Ah, the dreaded "market conditions" loophole. After several recent IPOs had seen a less than stellar reception by the equity market, banks have decided it is time to pull IPOs entirely and wait for a better window of opportunity. The most recent casualty: energy company AEI. As the AP reports:
AEI, a former Enron entity with energy-infrastructure operations in 19 developing countries, had expected shares to price between $14 and $16 per share. The company was offering 16.7 million shares. Its largest shareholder, Ashmore Funds, planned to sell 33.3 million. Thursday, AEI lowered its expected price to $12 to $13 per share. It raised its offering to 20 million shares, while Ashmore Funds cut its offering to just 1 million shares.
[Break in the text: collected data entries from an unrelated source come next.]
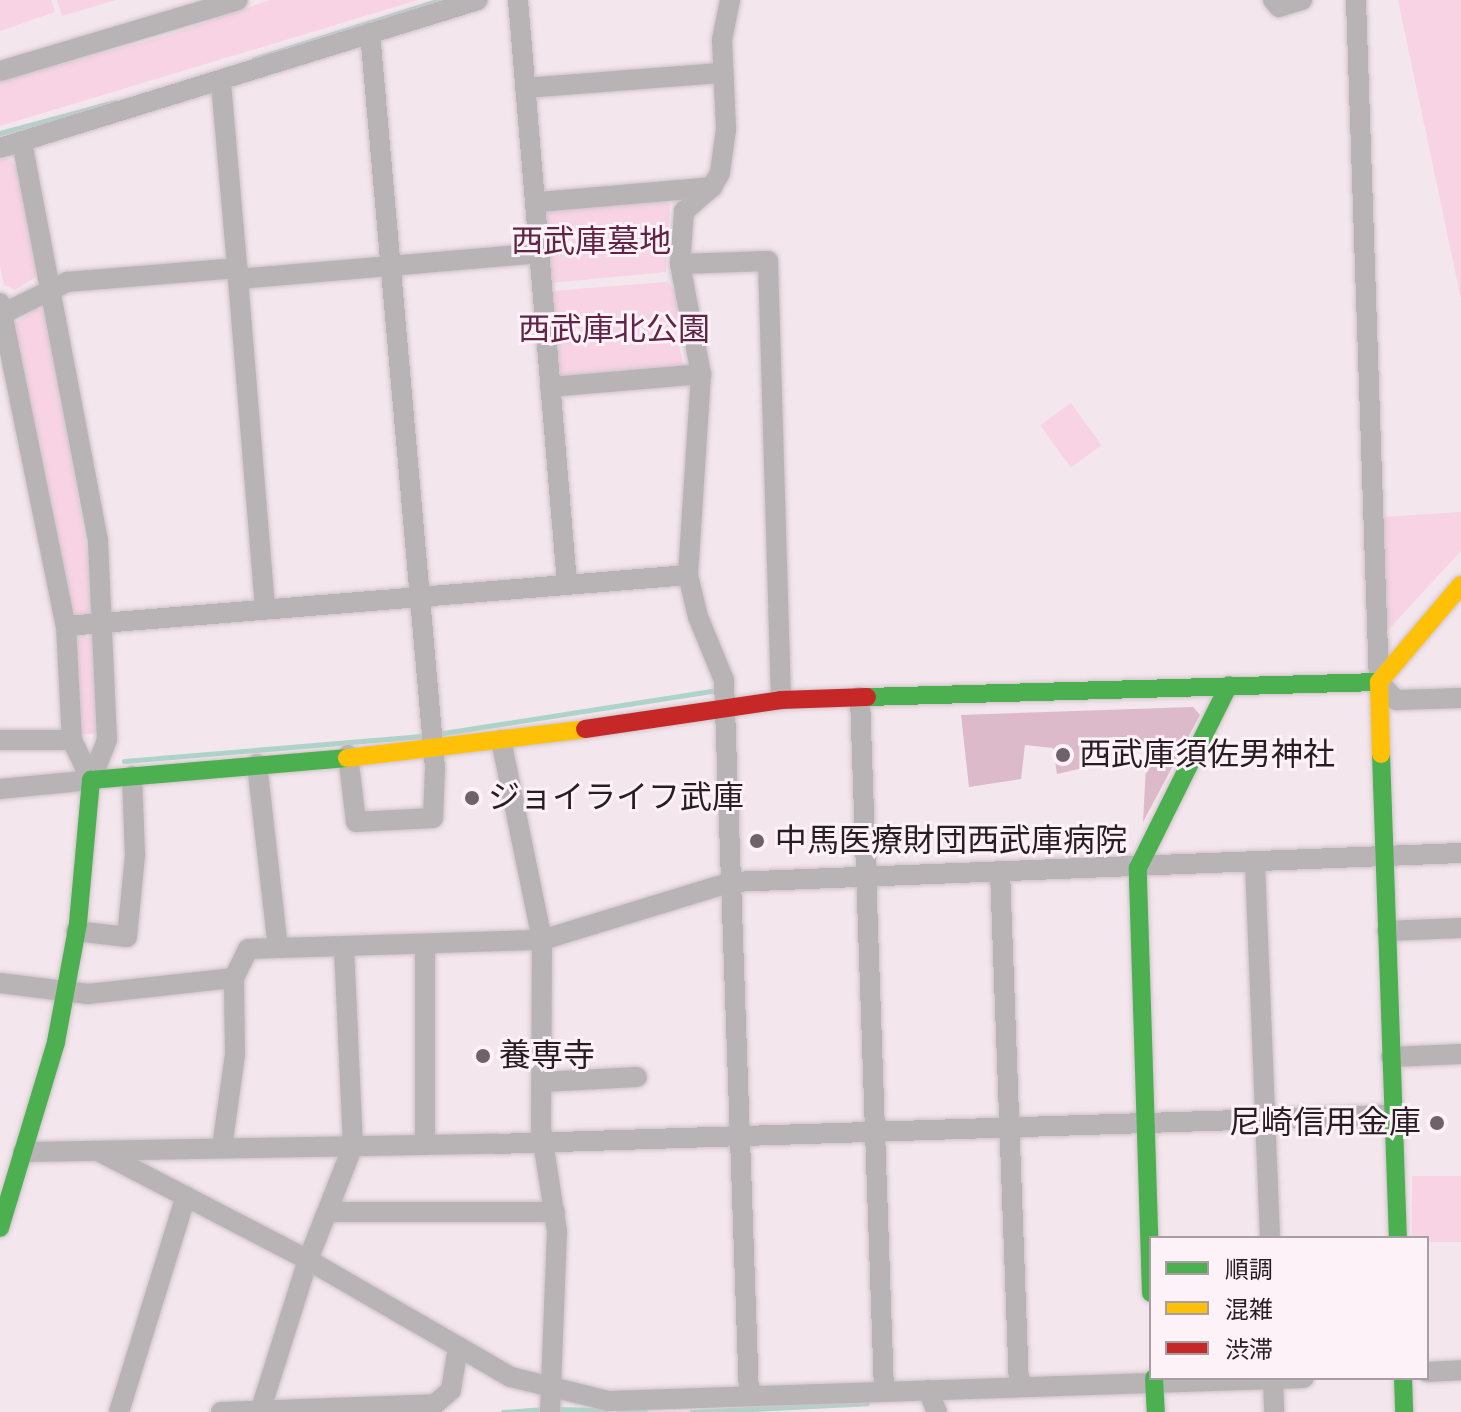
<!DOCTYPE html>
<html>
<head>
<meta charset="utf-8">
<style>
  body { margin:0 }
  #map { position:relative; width:1461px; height:1412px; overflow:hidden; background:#f4e6ed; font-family:"Alegreya Sans","Noto Sans JP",sans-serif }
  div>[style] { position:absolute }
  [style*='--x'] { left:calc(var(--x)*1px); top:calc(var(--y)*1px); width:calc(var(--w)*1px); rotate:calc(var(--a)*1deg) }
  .green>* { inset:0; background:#f7d3e4; transform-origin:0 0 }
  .forest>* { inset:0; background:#dcbaca }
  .stream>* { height:5px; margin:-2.5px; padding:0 2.5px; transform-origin:2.5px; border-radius:2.5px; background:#add4c9 }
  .roads { filter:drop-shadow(0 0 2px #cec3c8) drop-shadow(0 0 2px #cec3c8) }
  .street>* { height:20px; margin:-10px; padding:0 10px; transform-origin:10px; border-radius:10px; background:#b8b4b6 }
  .fast>* { height:18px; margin:-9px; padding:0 9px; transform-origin:9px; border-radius:9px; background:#4caf50 }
  .slow>* { height:18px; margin:-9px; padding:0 9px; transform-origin:9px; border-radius:9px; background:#ffc107 }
  .jam>* { height:18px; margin:-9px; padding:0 9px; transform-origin:9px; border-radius:9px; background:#c62828 }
  .dots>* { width:22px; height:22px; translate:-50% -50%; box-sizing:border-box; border:4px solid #fdf2f7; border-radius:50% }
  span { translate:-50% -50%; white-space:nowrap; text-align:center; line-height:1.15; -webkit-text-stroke:6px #fdf2f7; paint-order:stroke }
  .park-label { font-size:32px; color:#622446 }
  .poi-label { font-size:32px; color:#271d22 }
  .left { translate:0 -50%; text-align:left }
  .right { translate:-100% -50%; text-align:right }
  .legend { position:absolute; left:1149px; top:1236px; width:280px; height:144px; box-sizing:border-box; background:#fdf2f7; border:2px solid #a79da2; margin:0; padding:10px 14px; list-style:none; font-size:24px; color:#271d22 }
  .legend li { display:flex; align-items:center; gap:16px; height:40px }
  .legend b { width:40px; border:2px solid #a79da2 }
</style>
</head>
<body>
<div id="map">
  <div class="green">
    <div style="clip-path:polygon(0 0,51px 0,55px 12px,0 31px)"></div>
    <div style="clip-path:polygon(57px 0,116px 0,62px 16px)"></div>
    <div style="clip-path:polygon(270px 0,418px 0,0 126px,0 81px,169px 35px)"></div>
    <div style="clip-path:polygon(1398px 0,1461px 0,1461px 299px)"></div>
    <div style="clip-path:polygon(8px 158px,18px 168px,39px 275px,15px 290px,4px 285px,0 265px,0 160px)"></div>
    <div style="clip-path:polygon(663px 199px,670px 204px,666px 272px,550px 283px,545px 216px,551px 208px)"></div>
    <div style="clip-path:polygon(667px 282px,679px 296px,675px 330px,684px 367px,557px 380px,551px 291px)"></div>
    <div style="clip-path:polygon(37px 307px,47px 315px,96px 603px,91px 612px,77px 615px,70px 608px,12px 326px)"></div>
    <div style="left:1071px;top:403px;width:52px;height:38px;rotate:54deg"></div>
    <div style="clip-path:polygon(1461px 512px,1461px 551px,1387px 631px,1383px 517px)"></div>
    <div style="clip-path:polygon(80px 637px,92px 638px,98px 729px,93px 734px,82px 734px,79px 726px,75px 642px)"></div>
    <div style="left:1461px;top:1176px;width:66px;height:49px;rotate:90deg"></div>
  </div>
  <div class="forest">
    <div style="clip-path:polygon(1193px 707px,1200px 715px,1143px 822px,1147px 748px,1096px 747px,1079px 769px,1057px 774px,1053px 748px,1025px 745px,1021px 779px,969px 787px,961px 715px)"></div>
  </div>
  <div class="stream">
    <div style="--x:254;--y:59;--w:195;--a:-17.6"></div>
    <div style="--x:0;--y:133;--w:119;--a:-15.1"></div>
    <div style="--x:437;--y:734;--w:279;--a:-8.9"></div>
    <div style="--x:124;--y:761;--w:299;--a:-4.8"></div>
    <div style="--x:554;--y:1409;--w:54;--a:1.1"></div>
    <div style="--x:618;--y:1410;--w:27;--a:4"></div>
    <div style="--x:503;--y:1412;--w:41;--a:-4.2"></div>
    <div style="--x:692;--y:1412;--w:175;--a:-2.9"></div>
  </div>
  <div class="roads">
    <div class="street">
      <div style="--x:518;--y:0;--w:586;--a:85.2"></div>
      <div style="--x:730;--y:0;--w:41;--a:101.3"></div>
      <div style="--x:722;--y:40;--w:89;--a:87.4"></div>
      <div style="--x:726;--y:129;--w:44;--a:97.8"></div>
      <div style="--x:720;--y:173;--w:16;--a:120"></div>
      <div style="--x:712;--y:187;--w:37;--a:139"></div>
      <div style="--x:684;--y:211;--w:53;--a:94.3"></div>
      <div style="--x:680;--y:264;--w:112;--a:79.2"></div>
      <div style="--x:701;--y:374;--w:201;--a:93.7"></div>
      <div style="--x:688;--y:575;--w:43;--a:76.6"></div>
      <div style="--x:698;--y:617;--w:68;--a:67.6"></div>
      <div style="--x:724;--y:680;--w:716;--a:88"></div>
      <div style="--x:1273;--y:0;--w:9;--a:49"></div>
      <div style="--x:1279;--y:7;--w:24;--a:-17"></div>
      <div style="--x:1356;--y:0;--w:682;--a:88.07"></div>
      <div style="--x:1379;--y:682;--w:25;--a:47"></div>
      <div style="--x:1396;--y:700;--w:65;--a:-1.8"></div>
      <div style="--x:0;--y:71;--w:248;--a:-16.6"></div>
      <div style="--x:221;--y:83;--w:197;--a:85"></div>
      <div style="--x:238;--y:279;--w:303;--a:-4.9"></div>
      <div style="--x:525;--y:88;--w:198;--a:-4.4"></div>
      <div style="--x:22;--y:142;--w:407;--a:79.2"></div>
      <div style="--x:98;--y:542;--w:198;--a:87.4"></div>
      <div style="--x:107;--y:740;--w:43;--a:111.8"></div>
      <div style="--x:0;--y:148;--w:500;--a:-17.2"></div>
      <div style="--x:538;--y:202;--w:175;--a:-4.9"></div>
      <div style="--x:680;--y:264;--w:88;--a:-2"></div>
      <div style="--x:768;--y:261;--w:439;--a:88.3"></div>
      <div style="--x:238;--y:279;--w:330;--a:85.3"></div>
      <div style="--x:0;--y:303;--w:330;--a:78.5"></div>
      <div style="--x:66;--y:626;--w:114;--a:87"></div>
      <div style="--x:72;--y:740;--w:44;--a:64.6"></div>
      <div style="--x:0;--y:315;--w:75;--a:-26.2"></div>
      <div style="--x:67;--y:282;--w:171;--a:-4.7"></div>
      <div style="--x:550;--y:387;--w:152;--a:-4.9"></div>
      <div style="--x:66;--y:626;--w:624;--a:-4.69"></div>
      <div style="--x:860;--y:697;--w:695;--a:88.02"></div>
      <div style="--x:0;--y:740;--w:72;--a:0"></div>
      <div style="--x:501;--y:740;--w:204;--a:78.4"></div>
      <div style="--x:542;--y:940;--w:189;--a:90.3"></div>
      <div style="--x:541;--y:1129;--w:103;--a:81.1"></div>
      <div style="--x:557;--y:1231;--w:181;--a:92.2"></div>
      <div style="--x:348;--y:755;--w:67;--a:83.2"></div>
      <div style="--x:356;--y:822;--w:77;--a:-3"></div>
      <div style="--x:433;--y:818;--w:50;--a:-87.7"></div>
      <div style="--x:435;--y:768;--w:738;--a:-95.05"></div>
      <div style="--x:257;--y:764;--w:185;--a:83.5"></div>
      <div style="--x:0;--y:789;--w:91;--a:-5.6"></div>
      <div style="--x:1255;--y:864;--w:374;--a:87.7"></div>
      <div style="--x:1000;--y:871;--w:516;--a:87.89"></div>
      <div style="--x:76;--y:931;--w:51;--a:6.7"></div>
      <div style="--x:127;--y:937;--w:82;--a:-84.4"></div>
      <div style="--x:135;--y:855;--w:79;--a:-92.2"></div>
      <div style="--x:1387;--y:931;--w:74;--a:-2.3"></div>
      <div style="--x:425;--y:944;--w:201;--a:90"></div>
      <div style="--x:0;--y:983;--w:89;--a:7.1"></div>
      <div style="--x:88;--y:994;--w:147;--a:-6.3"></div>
      <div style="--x:234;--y:978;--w:32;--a:-64"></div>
      <div style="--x:248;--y:949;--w:294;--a:-1.8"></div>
      <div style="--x:542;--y:940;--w:199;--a:-17"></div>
      <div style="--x:732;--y:882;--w:730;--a:-2.28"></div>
      <div style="--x:1391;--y:1057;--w:70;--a:-2.5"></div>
      <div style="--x:543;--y:1082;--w:94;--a:-3"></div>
      <div style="--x:222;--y:1148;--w:95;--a:-82.1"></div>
      <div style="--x:235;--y:1054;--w:76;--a:-90.8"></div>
      <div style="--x:23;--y:1152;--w:473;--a:-1"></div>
      <div style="--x:496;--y:1144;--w:897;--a:-1.85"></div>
      <div style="--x:100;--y:1152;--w:234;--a:27.4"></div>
      <div style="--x:308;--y:1260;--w:234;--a:30"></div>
      <div style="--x:511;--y:1377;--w:101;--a:13.8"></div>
      <div style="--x:609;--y:1401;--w:695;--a:-1.9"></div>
      <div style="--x:327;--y:1212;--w:228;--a:0"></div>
      <div style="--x:1427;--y:1372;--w:34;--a:-3"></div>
      <div style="--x:1273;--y:1378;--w:34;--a:88"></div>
      <div style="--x:928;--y:1390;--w:24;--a:68"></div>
      <div style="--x:119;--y:1412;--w:226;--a:-72.8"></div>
      <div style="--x:221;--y:1412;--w:214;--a:-2.1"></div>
      <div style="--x:435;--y:1404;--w:21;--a:-41"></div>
      <div style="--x:451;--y:1390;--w:44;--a:-80.8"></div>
      <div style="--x:260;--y:1412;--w:159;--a:-72.5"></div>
      <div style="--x:308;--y:1260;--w:123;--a:-68.5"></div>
      <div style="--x:353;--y:1146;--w:200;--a:-92.6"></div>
    </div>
    <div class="fast">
      <div style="--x:867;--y:697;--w:512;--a:-1.68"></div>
      <div style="--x:1381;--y:754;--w:484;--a:88"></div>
      <div style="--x:0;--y:1228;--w:194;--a:-73.2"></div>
      <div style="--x:56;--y:1042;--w:121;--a:-79.5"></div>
      <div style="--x:78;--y:923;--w:144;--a:-84.8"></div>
      <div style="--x:91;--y:780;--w:257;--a:-4.9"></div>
      <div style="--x:1151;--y:1293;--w:425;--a:-91.8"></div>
      <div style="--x:1138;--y:868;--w:204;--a:-63.6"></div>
      <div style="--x:1154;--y:1378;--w:34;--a:87"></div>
      <div style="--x:1403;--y:1378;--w:34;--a:88"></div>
    </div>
    <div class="slow">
      <div style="--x:1381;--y:754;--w:72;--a:-91.6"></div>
      <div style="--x:1379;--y:682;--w:127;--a:-49.8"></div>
      <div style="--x:347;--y:758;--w:240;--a:-6.9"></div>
    </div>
    <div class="jam">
      <div style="--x:585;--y:729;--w:198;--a:-8.4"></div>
      <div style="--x:781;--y:700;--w:86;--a:-2"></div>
    </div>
  </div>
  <div class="dots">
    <div style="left:1063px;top:755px;background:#6f6369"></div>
    <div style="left:472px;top:798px;background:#6f6369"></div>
    <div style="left:757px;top:841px;background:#6f6369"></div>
    <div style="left:483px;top:1056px;background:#6f6369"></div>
    <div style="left:1437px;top:1123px;background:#6f6369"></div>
  </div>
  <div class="park-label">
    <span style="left:591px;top:242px">西武庫墓地</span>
    <span style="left:614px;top:330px">西武庫北公園</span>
  </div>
  <div class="poi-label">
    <span class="left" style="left:1079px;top:755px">西武庫須佐男神社</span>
    <span class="left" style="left:488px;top:798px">ジョイライフ武庫</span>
    <span class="left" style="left:775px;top:841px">中馬医療財団西武庫病院</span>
    <span class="left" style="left:499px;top:1056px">養専寺</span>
    <span class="right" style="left:1421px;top:1123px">尼崎信用金庫</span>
  </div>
  <ul class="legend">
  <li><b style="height:10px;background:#4caf50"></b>順調</li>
  <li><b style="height:10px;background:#ffc107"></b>混雑</li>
  <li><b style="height:10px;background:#c62828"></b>渋滞</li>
  </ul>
</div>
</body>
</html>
Per the company's disclosure:
"We have decided not to proceed with an initial public offering of our shares at this time due to market conditions."
If market conditions are inhospitable at the S&P at nearly 1,100, one wonders when the next IPO window of opportunity will come. Now that the Fed is liquefying markets much less, and the Treasury has bigger problems (debt ceilings and such) to deal with, it may be the case that just like last summer when in a matter of one week over a dozen coal IPOs were pulled as the energy market broke down, that if you were lucky enough to catch a few greater institutional fools - good for you. And if you did not, you may well be stuck holding on to that paper equity for quite a while longer.